Lady Feodora Georgina Maud Gleichen (20 December 1861 London – 22 February 1922 London) was a British sculptor of figures and portrait busts and designer of decorative objects.

Background[edit]

Born Countess Feodora Georgina Maud von Gleichen, she was the eldest daughter of Prince Victor of Hohenlohe-Langenburg (a British naval officer and sculptor, and half-nephew of Queen Victoria) and his morganatic wife, Laura Seymour, a daughter of Admiral Sir George Seymour,.[1] a remote nephew of Henry VIII's Queen Jane Seymour. Within her family she was called Feo. Her father having been largely disinherited at the time of his marriage, he initially adopted his wife's morganatic comital title. The family were taken in by the Queen and dwelt at St James's Palace. Her brother, Lord Edward Gleichen, became a career military officer and author. Her sister, Lady Helena Gleichen, became a portrait painter.

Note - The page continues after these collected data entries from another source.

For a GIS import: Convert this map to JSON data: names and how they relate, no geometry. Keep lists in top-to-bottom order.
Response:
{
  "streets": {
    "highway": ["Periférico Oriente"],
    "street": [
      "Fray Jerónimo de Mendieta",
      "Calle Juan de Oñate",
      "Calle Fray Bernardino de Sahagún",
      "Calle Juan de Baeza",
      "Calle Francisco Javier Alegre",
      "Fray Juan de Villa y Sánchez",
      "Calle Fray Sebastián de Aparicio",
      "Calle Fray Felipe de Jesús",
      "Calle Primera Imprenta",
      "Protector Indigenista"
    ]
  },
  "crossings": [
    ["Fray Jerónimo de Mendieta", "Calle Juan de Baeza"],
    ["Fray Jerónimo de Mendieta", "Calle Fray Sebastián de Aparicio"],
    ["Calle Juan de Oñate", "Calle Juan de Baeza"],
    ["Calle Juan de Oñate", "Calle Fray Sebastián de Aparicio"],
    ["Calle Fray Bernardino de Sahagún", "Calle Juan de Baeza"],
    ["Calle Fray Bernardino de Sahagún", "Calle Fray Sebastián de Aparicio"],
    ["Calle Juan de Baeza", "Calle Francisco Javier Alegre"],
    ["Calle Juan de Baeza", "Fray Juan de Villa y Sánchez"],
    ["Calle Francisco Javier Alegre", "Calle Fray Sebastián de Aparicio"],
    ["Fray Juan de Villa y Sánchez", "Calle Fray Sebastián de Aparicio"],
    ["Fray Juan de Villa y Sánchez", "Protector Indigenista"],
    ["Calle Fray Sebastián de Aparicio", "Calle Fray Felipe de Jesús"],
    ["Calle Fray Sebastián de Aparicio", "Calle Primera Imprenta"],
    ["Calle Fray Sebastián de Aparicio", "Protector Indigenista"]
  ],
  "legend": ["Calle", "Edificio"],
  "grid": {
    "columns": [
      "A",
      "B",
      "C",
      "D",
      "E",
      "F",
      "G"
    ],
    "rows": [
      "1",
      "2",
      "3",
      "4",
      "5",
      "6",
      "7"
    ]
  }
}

On 15 December 1885, the Court Circular announced the Queen's permission for Feodora's mother to share her father's rank at the Court of St James's, and henceforth they were known as TSH Prince and Princess Victor of Hohenlohe-Langenburg. But the Queen did not extend that privilege to their four children, although she confirmed use of their German style as count and countesses. In 1889 Feodora and her sisters Valda and Helena were bridesmaids to the Princess Royal Louise and the Earl of Fife. On 12 June 1913 Feodora and her sisters were granted precedence before the daughters of dukes in the peerage of England by George V.[2]

Career[edit]

Gleichen studied art in her father's studio at St James's and later with Alphonse Legros at the Slade School of Art. While maintaining her father's studio she associated with leading artists such as Sir George Frampton, sculptor of the statue of Peter Pan in Kensington Gardens. She completed her studies in Rome in 1891 and regularly exhibited at the Royal Academy from 1892 and at the New Dudley Gallery. A bas-relief and hand-mirror in jade and bronze won her a bronze medal at the Exposition Universelle in 1900.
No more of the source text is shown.